| Problem |
Copy out, from the entries below, each line holding the string "strokeStyle".

| Raw data |
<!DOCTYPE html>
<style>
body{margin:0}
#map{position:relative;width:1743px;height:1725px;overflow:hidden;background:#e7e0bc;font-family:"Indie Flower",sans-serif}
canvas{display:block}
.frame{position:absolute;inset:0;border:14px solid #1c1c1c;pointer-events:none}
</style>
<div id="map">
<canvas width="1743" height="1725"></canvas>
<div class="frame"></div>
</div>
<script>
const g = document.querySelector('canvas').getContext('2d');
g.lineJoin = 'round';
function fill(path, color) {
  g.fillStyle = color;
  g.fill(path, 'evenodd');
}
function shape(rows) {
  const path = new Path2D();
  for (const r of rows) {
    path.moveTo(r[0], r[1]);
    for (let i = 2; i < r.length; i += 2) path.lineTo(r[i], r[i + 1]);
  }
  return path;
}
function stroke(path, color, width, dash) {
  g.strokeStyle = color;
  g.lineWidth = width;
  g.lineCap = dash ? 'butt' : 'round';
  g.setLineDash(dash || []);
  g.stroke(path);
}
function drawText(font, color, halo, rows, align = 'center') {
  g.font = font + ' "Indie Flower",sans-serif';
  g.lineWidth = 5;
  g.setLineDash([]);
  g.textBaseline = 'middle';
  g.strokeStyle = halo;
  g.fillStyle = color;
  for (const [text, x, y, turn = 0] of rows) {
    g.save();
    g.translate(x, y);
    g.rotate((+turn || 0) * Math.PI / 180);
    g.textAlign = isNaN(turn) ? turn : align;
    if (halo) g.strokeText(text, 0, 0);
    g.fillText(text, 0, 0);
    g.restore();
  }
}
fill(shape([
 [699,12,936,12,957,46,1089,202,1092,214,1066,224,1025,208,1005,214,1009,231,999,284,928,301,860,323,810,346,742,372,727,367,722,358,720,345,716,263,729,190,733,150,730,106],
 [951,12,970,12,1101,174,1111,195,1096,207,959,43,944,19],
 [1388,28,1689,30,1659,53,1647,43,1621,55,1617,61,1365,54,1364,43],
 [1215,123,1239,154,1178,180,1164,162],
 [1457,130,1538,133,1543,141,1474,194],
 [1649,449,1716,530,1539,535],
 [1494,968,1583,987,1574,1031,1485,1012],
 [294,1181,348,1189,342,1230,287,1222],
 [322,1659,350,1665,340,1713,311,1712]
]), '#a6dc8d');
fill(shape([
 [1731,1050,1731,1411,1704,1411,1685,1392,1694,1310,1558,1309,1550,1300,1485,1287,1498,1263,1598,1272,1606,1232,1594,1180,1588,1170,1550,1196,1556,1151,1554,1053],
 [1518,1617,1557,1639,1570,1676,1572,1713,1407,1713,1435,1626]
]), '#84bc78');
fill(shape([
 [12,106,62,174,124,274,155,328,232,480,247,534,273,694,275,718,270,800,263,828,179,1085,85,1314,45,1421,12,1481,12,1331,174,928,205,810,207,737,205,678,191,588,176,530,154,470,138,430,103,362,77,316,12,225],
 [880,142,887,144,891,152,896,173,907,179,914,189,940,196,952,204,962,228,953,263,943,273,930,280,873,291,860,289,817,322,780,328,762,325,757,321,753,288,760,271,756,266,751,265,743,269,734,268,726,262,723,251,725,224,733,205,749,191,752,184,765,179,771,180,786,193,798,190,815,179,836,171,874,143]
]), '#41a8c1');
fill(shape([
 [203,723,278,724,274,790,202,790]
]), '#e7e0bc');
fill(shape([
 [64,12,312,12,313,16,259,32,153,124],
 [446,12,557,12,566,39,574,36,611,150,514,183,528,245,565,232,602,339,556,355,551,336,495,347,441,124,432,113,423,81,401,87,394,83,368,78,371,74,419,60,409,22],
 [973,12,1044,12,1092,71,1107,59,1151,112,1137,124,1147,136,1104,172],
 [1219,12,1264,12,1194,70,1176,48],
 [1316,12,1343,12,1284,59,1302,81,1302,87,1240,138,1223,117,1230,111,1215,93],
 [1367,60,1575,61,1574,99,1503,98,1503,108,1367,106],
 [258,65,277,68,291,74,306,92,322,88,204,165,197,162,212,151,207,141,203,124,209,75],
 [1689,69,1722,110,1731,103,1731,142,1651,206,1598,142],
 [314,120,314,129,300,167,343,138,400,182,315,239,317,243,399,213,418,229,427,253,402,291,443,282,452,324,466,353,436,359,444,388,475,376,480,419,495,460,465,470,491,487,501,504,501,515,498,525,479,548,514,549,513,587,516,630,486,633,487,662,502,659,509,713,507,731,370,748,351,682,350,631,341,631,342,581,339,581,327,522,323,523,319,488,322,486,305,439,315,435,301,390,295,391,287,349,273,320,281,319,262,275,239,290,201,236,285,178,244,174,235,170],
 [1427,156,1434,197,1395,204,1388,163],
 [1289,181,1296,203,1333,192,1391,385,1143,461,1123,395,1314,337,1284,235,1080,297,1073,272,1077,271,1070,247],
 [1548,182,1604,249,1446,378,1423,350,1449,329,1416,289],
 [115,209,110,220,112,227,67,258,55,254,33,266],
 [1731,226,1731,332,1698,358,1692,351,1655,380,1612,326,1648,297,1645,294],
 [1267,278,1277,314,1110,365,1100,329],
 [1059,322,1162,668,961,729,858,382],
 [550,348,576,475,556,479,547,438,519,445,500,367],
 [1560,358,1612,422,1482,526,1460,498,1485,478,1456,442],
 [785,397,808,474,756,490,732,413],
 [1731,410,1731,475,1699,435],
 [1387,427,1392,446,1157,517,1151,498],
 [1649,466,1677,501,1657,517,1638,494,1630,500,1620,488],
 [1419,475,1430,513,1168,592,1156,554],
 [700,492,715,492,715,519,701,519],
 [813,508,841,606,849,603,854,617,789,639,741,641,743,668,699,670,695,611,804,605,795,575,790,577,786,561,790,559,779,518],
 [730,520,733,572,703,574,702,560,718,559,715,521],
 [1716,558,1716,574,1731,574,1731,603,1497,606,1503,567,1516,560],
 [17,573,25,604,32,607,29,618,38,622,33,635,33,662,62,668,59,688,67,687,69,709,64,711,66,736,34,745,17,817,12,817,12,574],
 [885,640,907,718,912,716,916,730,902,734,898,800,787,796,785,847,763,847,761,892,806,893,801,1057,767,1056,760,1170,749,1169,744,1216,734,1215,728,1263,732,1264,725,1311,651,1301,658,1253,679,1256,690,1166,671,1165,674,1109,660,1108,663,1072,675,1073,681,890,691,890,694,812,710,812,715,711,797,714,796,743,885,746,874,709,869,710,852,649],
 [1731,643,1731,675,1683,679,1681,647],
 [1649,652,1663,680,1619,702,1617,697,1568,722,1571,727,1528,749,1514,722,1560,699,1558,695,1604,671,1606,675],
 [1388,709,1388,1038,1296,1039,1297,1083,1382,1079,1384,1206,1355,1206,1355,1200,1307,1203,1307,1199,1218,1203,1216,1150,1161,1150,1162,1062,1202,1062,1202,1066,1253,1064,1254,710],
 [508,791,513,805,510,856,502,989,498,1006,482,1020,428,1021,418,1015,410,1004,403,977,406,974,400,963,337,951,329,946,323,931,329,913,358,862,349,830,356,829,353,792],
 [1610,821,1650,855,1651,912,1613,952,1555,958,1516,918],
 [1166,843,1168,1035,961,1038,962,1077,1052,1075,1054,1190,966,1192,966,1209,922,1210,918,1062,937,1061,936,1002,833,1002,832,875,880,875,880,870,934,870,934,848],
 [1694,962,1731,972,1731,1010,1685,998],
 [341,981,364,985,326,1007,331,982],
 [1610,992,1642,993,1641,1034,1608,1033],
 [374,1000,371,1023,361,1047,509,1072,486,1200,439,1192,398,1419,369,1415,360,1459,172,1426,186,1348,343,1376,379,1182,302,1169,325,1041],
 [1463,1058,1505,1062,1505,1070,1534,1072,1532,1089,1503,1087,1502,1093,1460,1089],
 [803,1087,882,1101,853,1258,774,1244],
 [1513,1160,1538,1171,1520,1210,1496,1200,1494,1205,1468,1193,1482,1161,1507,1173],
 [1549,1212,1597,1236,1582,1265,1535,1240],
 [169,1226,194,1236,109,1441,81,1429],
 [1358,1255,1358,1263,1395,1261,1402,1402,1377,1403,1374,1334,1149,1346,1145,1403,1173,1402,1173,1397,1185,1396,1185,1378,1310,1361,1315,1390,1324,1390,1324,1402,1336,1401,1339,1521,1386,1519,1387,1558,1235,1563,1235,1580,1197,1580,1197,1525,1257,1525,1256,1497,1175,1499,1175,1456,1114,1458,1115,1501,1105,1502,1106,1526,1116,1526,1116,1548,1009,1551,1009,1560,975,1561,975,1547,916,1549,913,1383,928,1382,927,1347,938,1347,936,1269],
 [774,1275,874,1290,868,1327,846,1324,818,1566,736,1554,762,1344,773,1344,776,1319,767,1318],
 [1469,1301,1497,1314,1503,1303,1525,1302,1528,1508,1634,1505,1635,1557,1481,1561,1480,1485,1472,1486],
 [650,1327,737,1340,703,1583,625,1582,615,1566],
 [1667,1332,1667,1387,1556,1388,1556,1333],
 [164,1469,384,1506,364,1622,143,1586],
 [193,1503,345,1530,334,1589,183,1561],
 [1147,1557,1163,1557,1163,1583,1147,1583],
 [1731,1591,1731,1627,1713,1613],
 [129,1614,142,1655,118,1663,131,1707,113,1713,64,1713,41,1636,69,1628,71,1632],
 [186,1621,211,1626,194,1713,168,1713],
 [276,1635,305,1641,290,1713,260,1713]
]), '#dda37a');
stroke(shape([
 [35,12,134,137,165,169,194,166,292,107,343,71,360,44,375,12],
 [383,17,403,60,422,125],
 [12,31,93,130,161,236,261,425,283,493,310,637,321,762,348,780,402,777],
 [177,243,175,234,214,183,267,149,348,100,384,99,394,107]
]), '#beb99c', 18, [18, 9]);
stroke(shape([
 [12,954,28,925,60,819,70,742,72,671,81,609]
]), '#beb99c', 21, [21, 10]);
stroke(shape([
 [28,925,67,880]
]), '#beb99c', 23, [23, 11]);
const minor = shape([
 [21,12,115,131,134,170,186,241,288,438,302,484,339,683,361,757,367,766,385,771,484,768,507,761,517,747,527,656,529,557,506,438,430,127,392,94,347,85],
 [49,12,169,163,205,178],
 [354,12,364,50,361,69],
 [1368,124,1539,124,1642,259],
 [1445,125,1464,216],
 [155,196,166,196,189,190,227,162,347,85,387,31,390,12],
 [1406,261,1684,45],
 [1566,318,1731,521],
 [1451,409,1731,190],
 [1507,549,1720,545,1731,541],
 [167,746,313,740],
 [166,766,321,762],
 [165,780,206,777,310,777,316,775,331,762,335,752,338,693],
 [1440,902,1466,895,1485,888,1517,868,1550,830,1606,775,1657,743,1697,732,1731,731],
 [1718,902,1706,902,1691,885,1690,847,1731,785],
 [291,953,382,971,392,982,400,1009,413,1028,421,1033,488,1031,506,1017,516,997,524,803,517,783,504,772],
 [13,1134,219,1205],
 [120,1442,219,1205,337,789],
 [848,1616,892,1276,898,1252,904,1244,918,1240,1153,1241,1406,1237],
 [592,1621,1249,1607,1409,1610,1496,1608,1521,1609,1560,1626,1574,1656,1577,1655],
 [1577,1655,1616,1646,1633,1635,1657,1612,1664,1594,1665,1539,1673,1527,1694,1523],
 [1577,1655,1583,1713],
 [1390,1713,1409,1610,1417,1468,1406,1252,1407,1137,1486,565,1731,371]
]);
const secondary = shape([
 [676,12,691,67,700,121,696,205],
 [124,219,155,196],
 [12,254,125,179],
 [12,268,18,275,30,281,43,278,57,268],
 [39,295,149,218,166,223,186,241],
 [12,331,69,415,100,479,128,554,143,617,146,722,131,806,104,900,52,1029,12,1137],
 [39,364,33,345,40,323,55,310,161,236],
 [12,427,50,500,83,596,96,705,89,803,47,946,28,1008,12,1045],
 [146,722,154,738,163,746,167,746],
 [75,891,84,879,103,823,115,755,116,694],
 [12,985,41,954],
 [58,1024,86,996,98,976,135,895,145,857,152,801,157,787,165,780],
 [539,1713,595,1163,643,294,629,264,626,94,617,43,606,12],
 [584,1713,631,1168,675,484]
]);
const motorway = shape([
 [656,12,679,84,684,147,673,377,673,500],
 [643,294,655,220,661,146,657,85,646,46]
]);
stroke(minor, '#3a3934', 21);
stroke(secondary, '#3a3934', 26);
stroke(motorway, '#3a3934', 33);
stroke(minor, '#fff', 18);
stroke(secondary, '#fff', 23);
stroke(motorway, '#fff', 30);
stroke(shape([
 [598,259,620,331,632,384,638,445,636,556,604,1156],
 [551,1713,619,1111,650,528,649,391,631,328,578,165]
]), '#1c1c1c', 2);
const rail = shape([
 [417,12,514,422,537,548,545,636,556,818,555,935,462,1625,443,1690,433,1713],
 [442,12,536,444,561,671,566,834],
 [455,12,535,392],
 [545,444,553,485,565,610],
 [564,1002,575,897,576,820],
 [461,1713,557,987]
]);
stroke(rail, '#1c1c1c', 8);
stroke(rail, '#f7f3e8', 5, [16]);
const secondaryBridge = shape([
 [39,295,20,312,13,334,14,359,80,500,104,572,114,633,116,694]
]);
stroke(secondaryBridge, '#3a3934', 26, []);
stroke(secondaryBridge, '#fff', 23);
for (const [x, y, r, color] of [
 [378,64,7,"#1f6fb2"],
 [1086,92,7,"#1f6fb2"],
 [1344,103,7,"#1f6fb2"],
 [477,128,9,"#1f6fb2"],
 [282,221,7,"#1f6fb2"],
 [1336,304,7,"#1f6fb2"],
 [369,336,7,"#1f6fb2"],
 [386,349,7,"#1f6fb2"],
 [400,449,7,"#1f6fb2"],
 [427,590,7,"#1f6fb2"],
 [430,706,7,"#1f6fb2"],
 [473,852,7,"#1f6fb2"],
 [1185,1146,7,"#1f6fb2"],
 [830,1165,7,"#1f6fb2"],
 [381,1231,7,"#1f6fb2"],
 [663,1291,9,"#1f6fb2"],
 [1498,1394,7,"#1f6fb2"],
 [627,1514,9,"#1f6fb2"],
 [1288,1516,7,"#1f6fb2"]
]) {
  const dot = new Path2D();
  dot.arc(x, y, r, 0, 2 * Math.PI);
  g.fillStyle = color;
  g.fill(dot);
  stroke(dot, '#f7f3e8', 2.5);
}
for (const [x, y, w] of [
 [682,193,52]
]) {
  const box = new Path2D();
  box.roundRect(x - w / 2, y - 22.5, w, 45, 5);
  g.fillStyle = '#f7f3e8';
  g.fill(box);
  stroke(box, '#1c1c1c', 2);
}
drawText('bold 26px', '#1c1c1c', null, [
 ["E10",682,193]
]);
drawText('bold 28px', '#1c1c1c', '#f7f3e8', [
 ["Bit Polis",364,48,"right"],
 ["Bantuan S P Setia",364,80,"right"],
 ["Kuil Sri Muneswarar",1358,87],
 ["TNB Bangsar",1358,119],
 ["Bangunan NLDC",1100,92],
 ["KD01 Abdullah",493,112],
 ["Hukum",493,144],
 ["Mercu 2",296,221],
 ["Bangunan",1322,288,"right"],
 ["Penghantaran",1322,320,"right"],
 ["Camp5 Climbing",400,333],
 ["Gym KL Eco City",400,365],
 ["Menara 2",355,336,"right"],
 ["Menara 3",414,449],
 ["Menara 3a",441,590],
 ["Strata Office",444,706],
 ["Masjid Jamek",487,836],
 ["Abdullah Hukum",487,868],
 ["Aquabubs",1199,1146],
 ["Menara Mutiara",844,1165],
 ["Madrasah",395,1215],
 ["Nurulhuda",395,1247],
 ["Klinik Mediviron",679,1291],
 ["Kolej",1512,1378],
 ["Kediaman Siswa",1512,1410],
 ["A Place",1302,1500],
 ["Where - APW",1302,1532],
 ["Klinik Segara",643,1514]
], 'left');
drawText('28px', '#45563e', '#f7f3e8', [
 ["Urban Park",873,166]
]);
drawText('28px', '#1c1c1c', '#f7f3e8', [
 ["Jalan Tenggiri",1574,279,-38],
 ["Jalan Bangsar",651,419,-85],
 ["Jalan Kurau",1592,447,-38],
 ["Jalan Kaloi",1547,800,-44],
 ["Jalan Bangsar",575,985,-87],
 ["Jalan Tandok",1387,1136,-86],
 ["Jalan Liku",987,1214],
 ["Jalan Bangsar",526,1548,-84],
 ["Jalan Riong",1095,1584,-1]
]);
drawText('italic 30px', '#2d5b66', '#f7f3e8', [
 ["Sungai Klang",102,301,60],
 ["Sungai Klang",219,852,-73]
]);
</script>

| Answer box |
  g.strokeStyle = color;
  g.strokeStyle = halo;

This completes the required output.